* Assigned task *
Word for word, return the lines from the start of the entries below through the line that has "translate:-100% -50%; text-align:right".

* Data *
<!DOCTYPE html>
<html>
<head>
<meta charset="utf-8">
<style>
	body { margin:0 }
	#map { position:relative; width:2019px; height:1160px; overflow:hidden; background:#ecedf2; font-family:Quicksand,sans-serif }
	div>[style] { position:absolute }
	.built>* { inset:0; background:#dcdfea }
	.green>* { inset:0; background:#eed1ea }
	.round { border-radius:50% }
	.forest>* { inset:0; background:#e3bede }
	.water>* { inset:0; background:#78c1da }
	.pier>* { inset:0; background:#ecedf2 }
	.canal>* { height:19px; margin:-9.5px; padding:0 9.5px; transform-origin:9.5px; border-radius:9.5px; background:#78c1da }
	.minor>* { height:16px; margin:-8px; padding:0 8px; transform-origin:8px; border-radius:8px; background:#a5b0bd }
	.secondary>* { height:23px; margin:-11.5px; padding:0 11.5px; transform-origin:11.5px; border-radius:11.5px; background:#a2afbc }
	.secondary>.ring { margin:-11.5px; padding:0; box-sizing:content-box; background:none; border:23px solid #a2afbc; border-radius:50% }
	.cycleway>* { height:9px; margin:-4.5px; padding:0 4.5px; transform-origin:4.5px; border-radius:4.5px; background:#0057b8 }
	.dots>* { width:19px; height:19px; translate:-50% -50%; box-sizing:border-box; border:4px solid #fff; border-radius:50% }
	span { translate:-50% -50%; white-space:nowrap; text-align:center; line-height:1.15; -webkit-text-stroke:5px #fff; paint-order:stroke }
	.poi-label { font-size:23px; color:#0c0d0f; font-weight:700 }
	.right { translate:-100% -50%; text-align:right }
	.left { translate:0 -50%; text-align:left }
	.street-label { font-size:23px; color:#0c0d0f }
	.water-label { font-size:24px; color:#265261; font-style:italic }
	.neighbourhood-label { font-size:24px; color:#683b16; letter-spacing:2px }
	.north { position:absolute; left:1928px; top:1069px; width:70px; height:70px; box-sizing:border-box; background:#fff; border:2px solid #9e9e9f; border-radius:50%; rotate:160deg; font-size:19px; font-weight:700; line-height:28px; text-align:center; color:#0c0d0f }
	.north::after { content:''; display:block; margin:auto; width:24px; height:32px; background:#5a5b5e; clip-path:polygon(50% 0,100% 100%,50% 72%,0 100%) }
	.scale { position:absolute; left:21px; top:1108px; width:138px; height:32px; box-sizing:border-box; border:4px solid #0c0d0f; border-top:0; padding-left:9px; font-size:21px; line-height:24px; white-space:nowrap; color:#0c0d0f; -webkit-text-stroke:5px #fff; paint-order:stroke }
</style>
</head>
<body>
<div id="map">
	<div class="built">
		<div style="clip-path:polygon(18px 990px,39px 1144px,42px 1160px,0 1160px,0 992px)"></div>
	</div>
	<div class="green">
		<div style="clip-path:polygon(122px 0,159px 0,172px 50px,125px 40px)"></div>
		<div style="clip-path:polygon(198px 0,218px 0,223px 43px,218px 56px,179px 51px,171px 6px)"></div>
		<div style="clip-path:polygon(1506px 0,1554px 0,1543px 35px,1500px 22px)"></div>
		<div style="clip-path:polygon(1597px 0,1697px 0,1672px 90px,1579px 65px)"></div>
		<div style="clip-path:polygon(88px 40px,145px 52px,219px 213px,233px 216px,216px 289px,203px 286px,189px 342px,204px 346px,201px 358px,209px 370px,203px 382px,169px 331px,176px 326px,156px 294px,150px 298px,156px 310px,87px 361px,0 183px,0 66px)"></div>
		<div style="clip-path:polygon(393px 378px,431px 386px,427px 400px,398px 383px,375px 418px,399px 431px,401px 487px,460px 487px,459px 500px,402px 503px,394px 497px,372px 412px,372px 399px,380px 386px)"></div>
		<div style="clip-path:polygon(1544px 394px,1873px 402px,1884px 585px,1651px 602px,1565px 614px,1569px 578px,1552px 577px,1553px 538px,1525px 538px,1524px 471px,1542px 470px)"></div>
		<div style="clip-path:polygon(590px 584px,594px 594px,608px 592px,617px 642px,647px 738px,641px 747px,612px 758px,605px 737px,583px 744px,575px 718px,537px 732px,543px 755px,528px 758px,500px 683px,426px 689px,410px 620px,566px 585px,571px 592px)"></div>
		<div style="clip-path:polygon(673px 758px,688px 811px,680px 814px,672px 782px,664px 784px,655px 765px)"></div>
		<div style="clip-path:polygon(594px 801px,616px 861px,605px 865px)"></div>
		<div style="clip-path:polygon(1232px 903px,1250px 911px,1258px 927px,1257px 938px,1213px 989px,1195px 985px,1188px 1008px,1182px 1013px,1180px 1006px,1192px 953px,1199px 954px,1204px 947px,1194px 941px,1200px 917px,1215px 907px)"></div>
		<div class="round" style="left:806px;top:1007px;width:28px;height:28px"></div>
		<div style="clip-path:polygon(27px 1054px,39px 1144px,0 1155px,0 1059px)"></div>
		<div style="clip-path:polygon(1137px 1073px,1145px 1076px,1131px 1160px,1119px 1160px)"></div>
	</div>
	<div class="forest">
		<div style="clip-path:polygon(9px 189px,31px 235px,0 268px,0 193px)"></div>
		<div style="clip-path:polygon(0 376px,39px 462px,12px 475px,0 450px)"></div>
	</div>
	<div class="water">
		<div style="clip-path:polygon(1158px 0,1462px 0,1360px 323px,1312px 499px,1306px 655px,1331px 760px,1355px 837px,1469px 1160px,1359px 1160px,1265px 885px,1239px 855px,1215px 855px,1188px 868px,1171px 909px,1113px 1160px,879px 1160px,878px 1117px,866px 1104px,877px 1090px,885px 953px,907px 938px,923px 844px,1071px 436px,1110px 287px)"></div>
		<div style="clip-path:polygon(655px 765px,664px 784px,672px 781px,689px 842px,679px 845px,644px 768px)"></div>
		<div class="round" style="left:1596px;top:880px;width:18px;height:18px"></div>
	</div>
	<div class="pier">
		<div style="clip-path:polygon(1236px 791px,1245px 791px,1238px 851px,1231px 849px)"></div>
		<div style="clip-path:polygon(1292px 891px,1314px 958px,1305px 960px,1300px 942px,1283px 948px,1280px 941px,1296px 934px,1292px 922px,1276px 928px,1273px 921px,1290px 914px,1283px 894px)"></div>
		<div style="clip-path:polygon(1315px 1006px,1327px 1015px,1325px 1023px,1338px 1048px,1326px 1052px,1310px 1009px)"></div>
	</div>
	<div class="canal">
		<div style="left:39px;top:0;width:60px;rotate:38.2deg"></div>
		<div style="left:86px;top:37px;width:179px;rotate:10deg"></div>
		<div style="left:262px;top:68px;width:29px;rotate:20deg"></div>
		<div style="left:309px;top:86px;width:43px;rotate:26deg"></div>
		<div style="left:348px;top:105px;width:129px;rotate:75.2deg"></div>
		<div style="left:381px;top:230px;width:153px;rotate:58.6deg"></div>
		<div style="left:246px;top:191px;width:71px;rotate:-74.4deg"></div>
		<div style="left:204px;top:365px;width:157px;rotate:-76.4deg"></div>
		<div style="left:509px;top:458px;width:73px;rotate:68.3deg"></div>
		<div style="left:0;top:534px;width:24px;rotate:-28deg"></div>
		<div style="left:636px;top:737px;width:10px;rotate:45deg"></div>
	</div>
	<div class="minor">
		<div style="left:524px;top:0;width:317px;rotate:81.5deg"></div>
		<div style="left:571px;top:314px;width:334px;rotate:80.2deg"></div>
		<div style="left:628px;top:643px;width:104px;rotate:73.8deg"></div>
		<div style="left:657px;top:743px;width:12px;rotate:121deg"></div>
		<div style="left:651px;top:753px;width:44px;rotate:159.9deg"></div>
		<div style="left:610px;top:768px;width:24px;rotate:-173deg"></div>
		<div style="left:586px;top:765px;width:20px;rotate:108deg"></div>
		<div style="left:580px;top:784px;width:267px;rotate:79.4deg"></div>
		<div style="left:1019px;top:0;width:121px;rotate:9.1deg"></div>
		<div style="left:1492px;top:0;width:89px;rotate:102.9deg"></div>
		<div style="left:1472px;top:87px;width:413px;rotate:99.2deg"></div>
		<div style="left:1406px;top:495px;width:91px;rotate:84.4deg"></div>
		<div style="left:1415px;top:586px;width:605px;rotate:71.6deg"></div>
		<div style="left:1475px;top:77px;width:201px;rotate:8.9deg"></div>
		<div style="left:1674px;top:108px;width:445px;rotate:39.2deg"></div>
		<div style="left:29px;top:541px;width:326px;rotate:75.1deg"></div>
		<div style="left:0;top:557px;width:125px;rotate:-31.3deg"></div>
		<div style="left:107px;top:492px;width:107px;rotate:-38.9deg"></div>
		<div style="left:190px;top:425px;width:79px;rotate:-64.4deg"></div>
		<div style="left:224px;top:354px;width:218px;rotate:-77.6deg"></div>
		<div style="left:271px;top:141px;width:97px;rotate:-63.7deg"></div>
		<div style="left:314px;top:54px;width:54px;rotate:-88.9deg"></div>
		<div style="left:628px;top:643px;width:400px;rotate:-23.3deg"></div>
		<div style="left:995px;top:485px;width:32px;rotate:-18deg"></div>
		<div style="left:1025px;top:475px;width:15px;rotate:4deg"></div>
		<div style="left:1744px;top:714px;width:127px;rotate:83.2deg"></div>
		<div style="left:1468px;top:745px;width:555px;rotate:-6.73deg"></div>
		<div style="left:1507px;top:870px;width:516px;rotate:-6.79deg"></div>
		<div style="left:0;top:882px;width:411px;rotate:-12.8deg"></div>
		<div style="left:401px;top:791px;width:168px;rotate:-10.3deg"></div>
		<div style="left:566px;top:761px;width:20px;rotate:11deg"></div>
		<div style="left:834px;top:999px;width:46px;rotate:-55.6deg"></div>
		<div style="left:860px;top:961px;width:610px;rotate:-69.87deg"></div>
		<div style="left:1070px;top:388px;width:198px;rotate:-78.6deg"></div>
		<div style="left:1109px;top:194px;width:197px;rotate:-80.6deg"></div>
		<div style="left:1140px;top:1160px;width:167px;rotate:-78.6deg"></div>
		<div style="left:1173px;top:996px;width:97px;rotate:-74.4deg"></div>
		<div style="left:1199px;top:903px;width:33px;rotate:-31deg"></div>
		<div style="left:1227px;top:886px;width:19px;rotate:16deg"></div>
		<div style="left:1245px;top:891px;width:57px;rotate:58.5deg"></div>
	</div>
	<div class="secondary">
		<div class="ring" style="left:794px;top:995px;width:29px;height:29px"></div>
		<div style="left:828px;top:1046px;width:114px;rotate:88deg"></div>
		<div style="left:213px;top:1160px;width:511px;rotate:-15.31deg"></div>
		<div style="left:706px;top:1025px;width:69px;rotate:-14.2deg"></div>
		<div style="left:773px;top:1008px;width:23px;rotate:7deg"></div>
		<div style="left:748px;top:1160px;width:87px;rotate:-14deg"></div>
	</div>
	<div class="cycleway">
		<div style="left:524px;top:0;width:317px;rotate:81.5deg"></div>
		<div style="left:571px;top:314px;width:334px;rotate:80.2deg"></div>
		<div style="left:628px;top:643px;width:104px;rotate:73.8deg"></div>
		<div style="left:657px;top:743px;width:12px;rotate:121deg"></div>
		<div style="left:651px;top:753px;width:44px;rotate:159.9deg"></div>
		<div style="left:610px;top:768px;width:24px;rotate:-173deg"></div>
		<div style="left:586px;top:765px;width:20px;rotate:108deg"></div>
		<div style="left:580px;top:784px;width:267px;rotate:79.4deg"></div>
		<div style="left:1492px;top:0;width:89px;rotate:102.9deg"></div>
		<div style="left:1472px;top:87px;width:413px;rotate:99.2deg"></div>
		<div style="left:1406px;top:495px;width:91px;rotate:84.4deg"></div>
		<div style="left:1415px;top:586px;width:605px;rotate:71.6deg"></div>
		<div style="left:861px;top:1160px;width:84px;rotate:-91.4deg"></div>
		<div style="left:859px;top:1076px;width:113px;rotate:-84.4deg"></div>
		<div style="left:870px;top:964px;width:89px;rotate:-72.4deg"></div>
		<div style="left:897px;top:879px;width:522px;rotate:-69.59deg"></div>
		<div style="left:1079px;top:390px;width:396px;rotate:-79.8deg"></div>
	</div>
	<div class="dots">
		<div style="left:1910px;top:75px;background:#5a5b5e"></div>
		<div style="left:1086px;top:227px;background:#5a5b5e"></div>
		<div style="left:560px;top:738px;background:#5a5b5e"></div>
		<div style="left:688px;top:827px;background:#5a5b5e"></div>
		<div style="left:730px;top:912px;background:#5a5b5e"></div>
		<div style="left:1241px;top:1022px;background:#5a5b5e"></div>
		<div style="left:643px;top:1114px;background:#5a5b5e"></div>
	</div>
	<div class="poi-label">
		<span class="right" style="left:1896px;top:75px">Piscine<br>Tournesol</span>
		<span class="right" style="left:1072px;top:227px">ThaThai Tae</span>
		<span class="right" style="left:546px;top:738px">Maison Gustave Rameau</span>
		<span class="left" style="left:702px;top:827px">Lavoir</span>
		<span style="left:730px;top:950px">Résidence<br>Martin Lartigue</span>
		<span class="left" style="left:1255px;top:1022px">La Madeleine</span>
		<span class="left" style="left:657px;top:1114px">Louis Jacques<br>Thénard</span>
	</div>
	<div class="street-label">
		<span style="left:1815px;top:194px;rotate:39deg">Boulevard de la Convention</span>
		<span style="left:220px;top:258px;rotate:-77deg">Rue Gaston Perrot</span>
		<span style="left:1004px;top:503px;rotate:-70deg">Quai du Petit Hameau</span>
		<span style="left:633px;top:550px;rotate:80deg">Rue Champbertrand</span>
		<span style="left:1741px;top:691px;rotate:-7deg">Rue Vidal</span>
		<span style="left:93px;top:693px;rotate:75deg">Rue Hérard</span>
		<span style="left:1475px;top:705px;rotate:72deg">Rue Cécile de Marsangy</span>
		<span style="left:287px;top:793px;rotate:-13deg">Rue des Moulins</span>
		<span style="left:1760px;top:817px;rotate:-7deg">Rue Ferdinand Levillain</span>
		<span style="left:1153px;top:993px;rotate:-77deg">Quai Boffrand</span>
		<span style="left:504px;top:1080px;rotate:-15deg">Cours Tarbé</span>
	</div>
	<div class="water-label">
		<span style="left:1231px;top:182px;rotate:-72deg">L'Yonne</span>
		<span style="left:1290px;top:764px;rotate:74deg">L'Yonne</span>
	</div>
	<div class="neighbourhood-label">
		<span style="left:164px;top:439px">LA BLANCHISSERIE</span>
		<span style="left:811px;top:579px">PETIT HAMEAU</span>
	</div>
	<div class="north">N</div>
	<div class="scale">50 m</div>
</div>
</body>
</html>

* Written solution *
<!DOCTYPE html>
<html>
<head>
<meta charset="utf-8">
<style>
	body { margin:0 }
	#map { position:relative; width:2019px; height:1160px; overflow:hidden; background:#ecedf2; font-family:Quicksand,sans-serif }
	div>[style] { position:absolute }
	.built>* { inset:0; background:#dcdfea }
	.green>* { inset:0; background:#eed1ea }
	.round { border-radius:50% }
	.forest>* { inset:0; background:#e3bede }
	.water>* { inset:0; background:#78c1da }
	.pier>* { inset:0; background:#ecedf2 }
	.canal>* { height:19px; margin:-9.5px; padding:0 9.5px; transform-origin:9.5px; border-radius:9.5px; background:#78c1da }
	.minor>* { height:16px; margin:-8px; padding:0 8px; transform-origin:8px; border-radius:8px; background:#a5b0bd }
	.secondary>* { height:23px; margin:-11.5px; padding:0 11.5px; transform-origin:11.5px; border-radius:11.5px; background:#a2afbc }
	.secondary>.ring { margin:-11.5px; padding:0; box-sizing:content-box; background:none; border:23px solid #a2afbc; border-radius:50% }
	.cycleway>* { height:9px; margin:-4.5px; padding:0 4.5px; transform-origin:4.5px; border-radius:4.5px; background:#0057b8 }
	.dots>* { width:19px; height:19px; translate:-50% -50%; box-sizing:border-box; border:4px solid #fff; border-radius:50% }
	span { translate:-50% -50%; white-space:nowrap; text-align:center; line-height:1.15; -webkit-text-stroke:5px #fff; paint-order:stroke }
	.poi-label { font-size:23px; color:#0c0d0f; font-weight:700 }
	.right { translate:-100% -50%; text-align:right }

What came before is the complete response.